I had recently started looking into possible solutions which satisfy all my needs, and took a basic look into the following Software, categorized by their adherence to the features I need:

Software Open Source Self-Hosted Plain text Notes PDF Annotation Reference Manager LaTeX Support Markdown Support Mobile Pen Input Writing OCR
Zettlr y y y n y y y n n n
Joplin y y y n n y y y ? ?
Xournal++ y y y y n y n y y ?
Polar y n n y y n n y y ?

You may notice that these options fall into different categories of software (text editors vs. note-taking apps). None of them really tick all of the boxes. This was just an initial search I performed, and I posted these here in hopes of receiving feedback from people who have used them, or at least starting a discussion on their suitability.

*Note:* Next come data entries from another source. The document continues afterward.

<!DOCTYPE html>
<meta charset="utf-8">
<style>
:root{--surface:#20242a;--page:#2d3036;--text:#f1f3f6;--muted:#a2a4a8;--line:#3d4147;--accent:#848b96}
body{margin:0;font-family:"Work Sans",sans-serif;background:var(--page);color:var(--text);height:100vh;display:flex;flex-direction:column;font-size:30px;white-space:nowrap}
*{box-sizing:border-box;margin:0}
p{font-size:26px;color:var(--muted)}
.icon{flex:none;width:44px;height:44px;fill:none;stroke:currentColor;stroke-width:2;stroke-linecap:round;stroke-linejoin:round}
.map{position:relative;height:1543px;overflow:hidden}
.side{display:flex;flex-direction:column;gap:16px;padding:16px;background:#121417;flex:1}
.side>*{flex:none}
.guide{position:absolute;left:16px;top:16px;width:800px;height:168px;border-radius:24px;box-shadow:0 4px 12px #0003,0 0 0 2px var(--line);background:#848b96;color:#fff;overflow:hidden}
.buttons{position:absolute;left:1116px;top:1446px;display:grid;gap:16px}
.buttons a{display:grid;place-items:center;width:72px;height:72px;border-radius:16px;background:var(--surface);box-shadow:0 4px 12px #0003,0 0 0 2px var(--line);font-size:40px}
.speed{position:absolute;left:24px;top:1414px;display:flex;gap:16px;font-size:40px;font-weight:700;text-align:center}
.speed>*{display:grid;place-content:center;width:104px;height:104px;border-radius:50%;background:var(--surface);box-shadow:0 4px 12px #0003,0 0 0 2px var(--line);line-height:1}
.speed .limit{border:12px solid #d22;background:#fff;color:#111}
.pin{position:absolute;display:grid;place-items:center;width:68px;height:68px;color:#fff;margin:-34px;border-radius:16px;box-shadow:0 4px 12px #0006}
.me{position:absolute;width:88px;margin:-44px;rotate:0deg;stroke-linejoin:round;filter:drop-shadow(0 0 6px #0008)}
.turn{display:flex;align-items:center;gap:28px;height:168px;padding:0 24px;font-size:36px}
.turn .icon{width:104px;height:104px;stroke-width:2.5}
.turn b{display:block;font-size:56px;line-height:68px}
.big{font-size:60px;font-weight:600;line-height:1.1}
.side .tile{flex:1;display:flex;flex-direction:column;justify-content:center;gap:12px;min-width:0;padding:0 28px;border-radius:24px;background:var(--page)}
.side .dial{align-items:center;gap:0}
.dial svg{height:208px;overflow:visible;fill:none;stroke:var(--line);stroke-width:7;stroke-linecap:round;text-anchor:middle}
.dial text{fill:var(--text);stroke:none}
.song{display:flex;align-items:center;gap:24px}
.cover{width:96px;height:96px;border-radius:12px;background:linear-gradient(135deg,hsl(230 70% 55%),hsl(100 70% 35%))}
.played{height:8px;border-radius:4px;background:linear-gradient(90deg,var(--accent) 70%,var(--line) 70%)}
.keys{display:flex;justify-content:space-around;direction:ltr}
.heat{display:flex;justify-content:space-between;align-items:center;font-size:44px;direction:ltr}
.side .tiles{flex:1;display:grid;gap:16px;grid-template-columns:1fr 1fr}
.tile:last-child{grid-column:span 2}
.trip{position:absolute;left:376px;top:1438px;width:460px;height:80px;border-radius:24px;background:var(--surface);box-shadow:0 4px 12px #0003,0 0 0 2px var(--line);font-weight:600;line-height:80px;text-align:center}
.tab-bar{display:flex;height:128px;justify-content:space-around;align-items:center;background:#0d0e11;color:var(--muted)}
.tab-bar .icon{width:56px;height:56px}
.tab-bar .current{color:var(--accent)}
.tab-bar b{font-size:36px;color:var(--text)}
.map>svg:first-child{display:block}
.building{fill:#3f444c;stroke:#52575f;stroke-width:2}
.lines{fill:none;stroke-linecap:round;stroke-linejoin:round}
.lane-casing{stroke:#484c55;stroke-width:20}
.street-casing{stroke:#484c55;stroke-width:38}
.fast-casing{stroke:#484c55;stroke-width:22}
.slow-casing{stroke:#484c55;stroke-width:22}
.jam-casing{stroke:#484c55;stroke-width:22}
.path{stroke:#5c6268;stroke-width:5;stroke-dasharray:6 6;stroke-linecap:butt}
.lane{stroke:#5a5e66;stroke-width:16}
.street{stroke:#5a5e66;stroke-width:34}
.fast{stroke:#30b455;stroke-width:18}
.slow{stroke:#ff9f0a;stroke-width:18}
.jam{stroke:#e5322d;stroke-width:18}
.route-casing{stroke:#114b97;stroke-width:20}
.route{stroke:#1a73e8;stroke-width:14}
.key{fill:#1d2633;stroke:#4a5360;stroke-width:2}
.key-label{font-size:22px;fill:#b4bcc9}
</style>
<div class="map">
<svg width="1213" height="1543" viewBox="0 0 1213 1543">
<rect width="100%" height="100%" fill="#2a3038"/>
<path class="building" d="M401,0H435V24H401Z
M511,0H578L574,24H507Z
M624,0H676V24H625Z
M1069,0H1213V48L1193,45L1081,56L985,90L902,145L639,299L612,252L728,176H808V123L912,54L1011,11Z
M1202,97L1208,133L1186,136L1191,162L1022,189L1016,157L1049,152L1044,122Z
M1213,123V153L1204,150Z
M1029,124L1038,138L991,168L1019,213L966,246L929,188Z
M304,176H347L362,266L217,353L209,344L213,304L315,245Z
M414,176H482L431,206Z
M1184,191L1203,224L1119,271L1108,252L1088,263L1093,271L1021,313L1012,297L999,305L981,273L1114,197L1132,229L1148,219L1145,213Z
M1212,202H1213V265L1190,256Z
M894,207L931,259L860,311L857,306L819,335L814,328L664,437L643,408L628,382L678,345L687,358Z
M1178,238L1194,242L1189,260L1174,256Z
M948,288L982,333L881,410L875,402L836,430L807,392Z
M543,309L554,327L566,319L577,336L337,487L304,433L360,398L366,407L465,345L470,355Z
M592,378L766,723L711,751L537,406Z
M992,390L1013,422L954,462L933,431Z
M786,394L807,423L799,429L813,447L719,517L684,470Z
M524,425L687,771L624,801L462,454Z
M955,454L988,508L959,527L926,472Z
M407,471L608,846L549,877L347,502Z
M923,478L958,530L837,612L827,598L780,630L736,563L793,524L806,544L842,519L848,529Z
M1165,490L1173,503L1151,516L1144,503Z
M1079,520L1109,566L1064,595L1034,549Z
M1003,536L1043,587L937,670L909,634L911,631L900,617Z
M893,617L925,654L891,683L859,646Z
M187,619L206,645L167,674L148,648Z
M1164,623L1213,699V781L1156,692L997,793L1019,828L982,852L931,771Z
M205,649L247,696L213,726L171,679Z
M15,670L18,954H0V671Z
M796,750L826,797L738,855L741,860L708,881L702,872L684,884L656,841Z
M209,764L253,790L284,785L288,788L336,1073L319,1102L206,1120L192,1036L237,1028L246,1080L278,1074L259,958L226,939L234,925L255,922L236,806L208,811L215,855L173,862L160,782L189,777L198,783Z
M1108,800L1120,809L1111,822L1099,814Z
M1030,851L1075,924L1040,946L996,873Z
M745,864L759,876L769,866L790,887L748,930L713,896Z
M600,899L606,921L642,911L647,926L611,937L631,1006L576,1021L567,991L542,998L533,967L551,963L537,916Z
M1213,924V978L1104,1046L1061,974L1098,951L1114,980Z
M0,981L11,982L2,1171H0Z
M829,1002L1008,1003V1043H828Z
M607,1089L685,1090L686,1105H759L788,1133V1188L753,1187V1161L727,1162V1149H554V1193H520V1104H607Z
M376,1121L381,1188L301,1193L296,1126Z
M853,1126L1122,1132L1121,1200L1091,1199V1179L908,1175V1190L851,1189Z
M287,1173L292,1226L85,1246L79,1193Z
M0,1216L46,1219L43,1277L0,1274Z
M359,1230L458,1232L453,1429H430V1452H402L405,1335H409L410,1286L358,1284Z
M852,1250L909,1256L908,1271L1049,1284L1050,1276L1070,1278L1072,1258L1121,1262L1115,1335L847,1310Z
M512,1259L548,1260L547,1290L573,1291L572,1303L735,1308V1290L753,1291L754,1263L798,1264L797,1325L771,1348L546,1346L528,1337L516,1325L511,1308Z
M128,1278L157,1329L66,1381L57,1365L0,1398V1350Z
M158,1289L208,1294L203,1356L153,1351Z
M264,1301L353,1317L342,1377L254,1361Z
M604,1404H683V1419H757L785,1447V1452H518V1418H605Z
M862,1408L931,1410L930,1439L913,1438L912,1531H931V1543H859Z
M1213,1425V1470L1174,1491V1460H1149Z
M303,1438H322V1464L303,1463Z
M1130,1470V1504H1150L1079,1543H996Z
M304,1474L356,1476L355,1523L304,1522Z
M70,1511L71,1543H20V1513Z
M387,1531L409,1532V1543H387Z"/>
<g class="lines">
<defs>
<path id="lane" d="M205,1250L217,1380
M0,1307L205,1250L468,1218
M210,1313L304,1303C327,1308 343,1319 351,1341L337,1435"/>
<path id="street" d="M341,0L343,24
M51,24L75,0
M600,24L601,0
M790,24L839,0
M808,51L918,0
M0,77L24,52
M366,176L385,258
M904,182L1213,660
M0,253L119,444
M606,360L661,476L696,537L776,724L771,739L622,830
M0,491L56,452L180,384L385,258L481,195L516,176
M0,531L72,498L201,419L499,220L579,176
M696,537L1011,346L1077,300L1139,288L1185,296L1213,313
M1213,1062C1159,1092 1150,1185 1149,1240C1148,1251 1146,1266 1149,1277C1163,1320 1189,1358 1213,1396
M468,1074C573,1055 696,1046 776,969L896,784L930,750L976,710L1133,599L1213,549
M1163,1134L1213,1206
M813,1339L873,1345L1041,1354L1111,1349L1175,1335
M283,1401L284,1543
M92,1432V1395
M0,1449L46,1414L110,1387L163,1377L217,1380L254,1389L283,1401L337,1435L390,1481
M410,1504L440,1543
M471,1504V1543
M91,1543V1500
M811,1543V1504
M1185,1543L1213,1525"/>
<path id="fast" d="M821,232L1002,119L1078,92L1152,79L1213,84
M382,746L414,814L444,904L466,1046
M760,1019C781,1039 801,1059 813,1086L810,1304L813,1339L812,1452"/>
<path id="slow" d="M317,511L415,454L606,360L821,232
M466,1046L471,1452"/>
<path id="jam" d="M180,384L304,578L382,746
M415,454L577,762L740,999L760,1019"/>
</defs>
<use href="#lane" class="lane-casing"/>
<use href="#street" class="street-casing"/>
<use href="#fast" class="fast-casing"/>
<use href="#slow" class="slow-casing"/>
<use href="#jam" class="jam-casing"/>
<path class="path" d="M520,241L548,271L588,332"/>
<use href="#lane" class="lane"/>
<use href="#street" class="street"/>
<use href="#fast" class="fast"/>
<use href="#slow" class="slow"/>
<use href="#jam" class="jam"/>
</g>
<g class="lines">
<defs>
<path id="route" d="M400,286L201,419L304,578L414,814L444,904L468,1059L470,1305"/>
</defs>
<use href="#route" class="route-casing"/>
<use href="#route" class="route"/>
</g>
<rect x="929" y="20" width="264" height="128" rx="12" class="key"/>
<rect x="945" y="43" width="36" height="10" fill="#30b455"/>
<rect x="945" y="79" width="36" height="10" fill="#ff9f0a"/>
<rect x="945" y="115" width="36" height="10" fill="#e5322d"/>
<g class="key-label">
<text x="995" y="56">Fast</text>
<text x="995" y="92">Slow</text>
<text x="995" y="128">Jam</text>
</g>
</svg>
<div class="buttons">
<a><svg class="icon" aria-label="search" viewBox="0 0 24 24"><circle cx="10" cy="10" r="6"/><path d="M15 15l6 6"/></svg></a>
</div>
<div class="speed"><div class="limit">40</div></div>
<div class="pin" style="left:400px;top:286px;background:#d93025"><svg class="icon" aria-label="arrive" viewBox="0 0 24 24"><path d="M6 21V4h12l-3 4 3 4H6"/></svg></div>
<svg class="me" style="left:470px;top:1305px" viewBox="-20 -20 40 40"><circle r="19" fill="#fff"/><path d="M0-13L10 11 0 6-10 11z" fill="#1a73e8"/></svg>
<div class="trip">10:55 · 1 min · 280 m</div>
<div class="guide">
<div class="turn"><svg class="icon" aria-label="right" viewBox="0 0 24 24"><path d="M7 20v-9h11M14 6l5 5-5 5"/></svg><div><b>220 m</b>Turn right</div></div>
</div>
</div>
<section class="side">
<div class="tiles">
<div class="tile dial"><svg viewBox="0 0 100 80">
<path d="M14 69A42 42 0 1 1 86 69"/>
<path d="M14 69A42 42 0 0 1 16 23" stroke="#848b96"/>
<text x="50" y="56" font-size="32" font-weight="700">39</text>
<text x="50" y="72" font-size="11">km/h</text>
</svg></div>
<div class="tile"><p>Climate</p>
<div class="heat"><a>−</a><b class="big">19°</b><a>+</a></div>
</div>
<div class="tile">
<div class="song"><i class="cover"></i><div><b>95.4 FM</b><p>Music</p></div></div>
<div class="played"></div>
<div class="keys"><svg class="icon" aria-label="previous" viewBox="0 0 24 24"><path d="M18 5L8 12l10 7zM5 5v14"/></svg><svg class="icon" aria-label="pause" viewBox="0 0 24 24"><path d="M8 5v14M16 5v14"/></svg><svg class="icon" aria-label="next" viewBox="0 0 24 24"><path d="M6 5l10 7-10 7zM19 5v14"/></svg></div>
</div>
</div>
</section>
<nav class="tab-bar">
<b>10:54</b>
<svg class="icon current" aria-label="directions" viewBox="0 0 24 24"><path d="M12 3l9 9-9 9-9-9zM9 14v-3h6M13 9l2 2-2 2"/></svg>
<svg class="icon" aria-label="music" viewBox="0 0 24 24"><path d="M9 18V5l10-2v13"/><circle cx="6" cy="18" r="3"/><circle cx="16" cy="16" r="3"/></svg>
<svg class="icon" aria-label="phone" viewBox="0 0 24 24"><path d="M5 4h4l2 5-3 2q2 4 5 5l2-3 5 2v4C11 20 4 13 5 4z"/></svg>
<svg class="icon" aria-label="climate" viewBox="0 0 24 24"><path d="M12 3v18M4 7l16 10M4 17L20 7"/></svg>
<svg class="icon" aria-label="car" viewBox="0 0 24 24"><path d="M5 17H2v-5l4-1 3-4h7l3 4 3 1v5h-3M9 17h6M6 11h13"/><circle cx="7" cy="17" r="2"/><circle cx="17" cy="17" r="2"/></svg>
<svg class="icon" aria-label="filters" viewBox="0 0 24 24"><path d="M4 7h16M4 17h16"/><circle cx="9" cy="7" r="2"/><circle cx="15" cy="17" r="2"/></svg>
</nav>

I’ve also recently looked at hypothesis, but haven’t had a chance to test it more thoroughly.

Finally, looking into the future, I would also like something that would allow me to include code into my notes. For what something like that might look like, take a look at Quarto.

Thank you, pfeiferj, for giving me a great starting point for this reply. Thank you, Wendell, for starting this whole discussion. I am so incredibly happy to find people with whom I can discuss these kinds of things, because they have been bugging me for years now.

P.S.: There are some more things I would need from an academic standpoint, but they are out of the scope of this thread. If anyone wants to discuss them, though, please do reach out to me.